In the framework of Bayesian inference, the solution to a filter design problem is encapsulated in the posterior probability distribution, which is a function of the design parameters. Bayes' theorem, which is an immediate consequence of the sum and product rules of probability, states that the posterior is proportional to the product of the likelihood and the priors. The priors are probability distribution functions which encapsulate prior information about constraints on the design parameters, and the likelihood is obtained by assigning a probability distribution function to the error. In an inverse problem, the error is defined as the difference between the parametric model and the measured data. There are no data or measurements in a filter design problem, however.
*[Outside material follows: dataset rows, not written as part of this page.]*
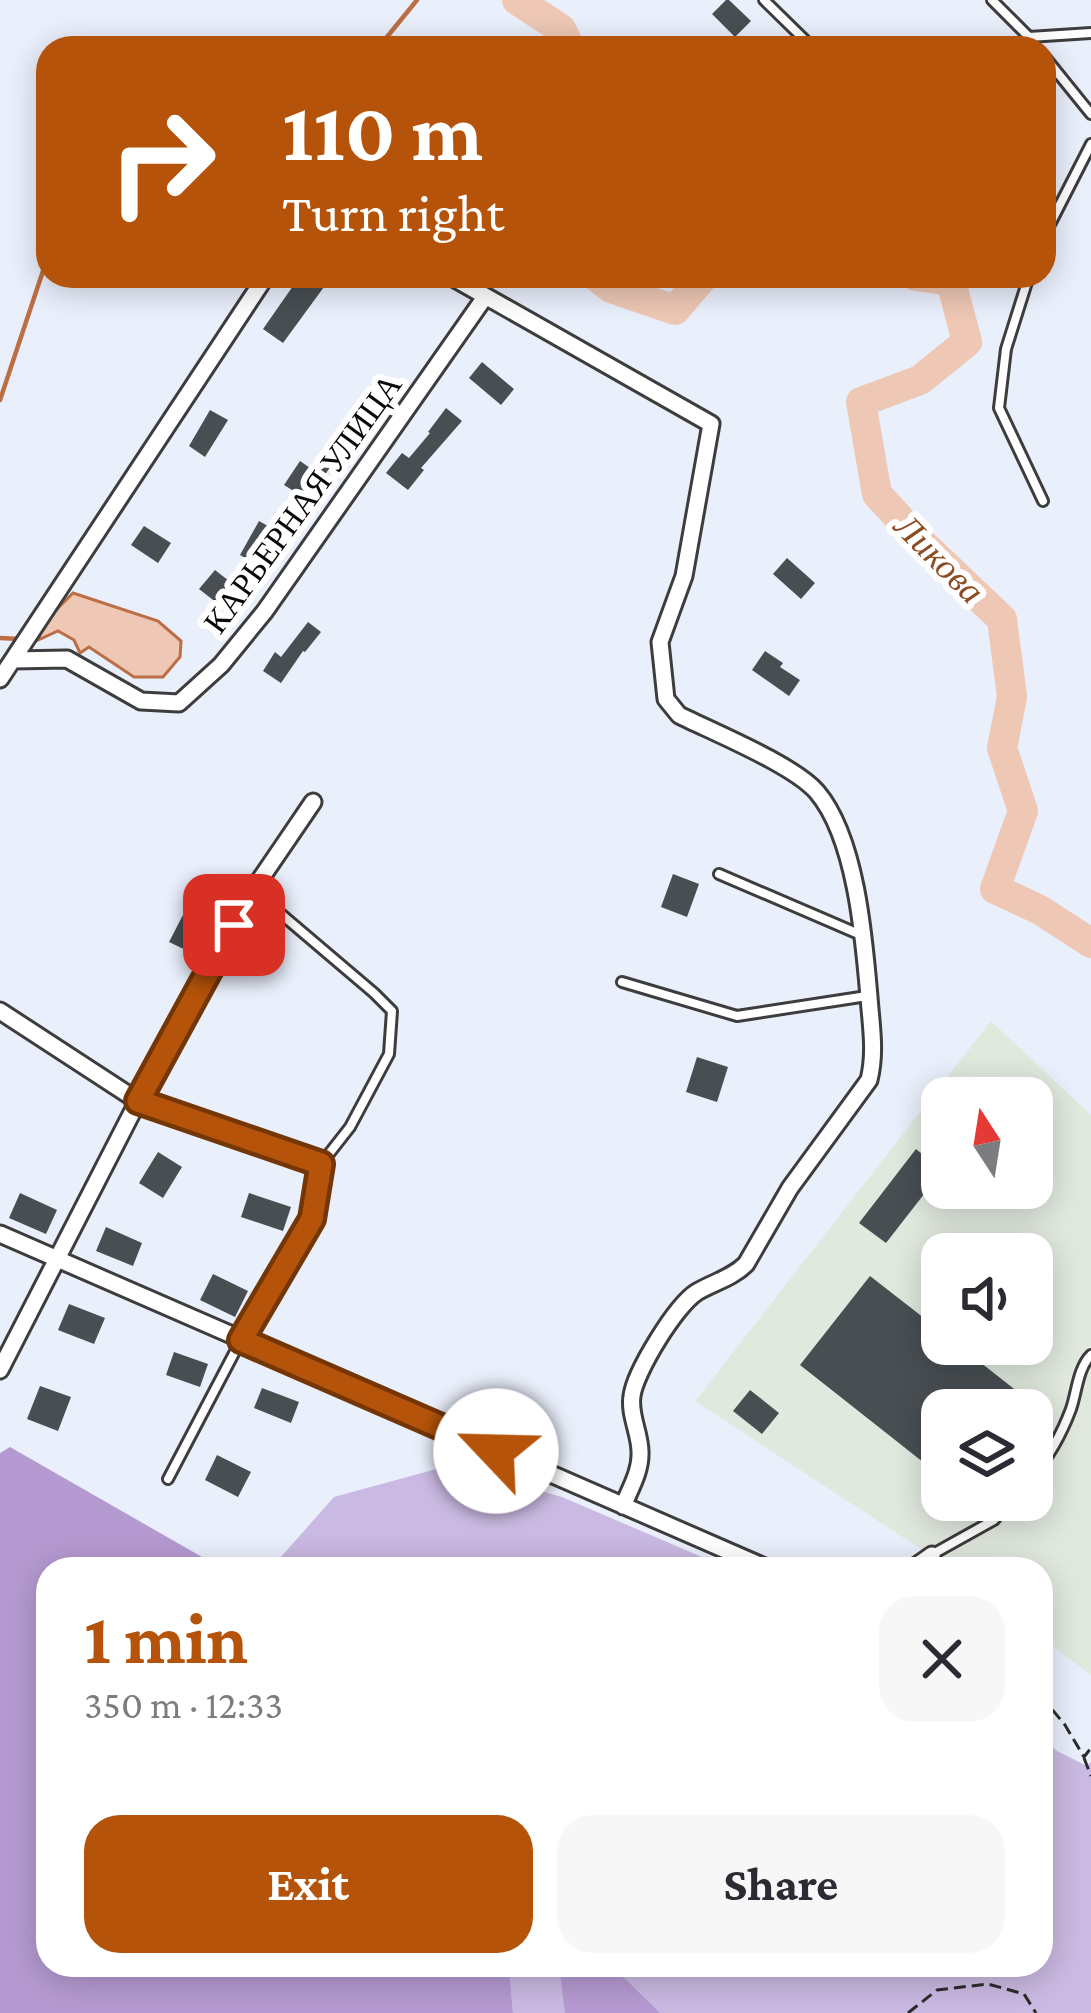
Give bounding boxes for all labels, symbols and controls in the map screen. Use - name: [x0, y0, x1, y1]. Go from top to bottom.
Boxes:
- icon: right: [84, 84, 240, 240]
- text: 110 m: [282, 85, 483, 178]
- text: Turn right: [282, 183, 504, 243]
- street label: КАРЬЕРНАЯ УЛИЦА: [196, 366, 409, 640]
- water label: Ликова: [886, 505, 992, 611]
- pin: [183, 874, 285, 976]
- icon: arrive: [201, 892, 267, 958]
- north arrow: [921, 1077, 1053, 1209]
- map controls: [921, 1077, 1053, 1521]
- button: sound: [921, 1233, 1053, 1365]
- position arrow: [433, 1388, 559, 1514]
- button: layers: [921, 1389, 1053, 1521]
- button: close: [879, 1596, 1005, 1722]
- text: 1 min: [84, 1598, 248, 1678]
- text: 350 m · 12:33: [84, 1683, 283, 1726]
- button: Exit: [84, 1815, 533, 1953]
- button: Share: [557, 1815, 1005, 1953]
By exploiting the parallelism between inference and design problems, the error in a filter design problem can be identified as the difference between the desired and achieved frequency response. The posterior is approximated by a Monte Carlo method, as a closed-form solution cannot be obtained. In this method, a reasonable number of samples are drawn from the posterior using a Markov chain Monte Carlo method [13], [14]. From the point of view of design, each posterior sample represents a potential design solution having specific values for the design parameters. As a result, the solution to a design problem consists of a number of design candidates rather than a single final design. Note that unlike many techniques in the optimization framework, the potential designs are all achieved without the aid of a set of continuous filter coefficients that has been predetermined to meet the desired frequency response. To obtain the final design, a designer has to select a single design candidate based on additional design criteria.

This paper is organized as follows. Starting with a description of the parametric model, Section 2 presents the basic concepts of the Bayesian inference framework for design. The application of the Bayesian inference framework to two representative design examples is discussed in Section 3, along with a comparison of results. Section 4 concludes with some final reflections.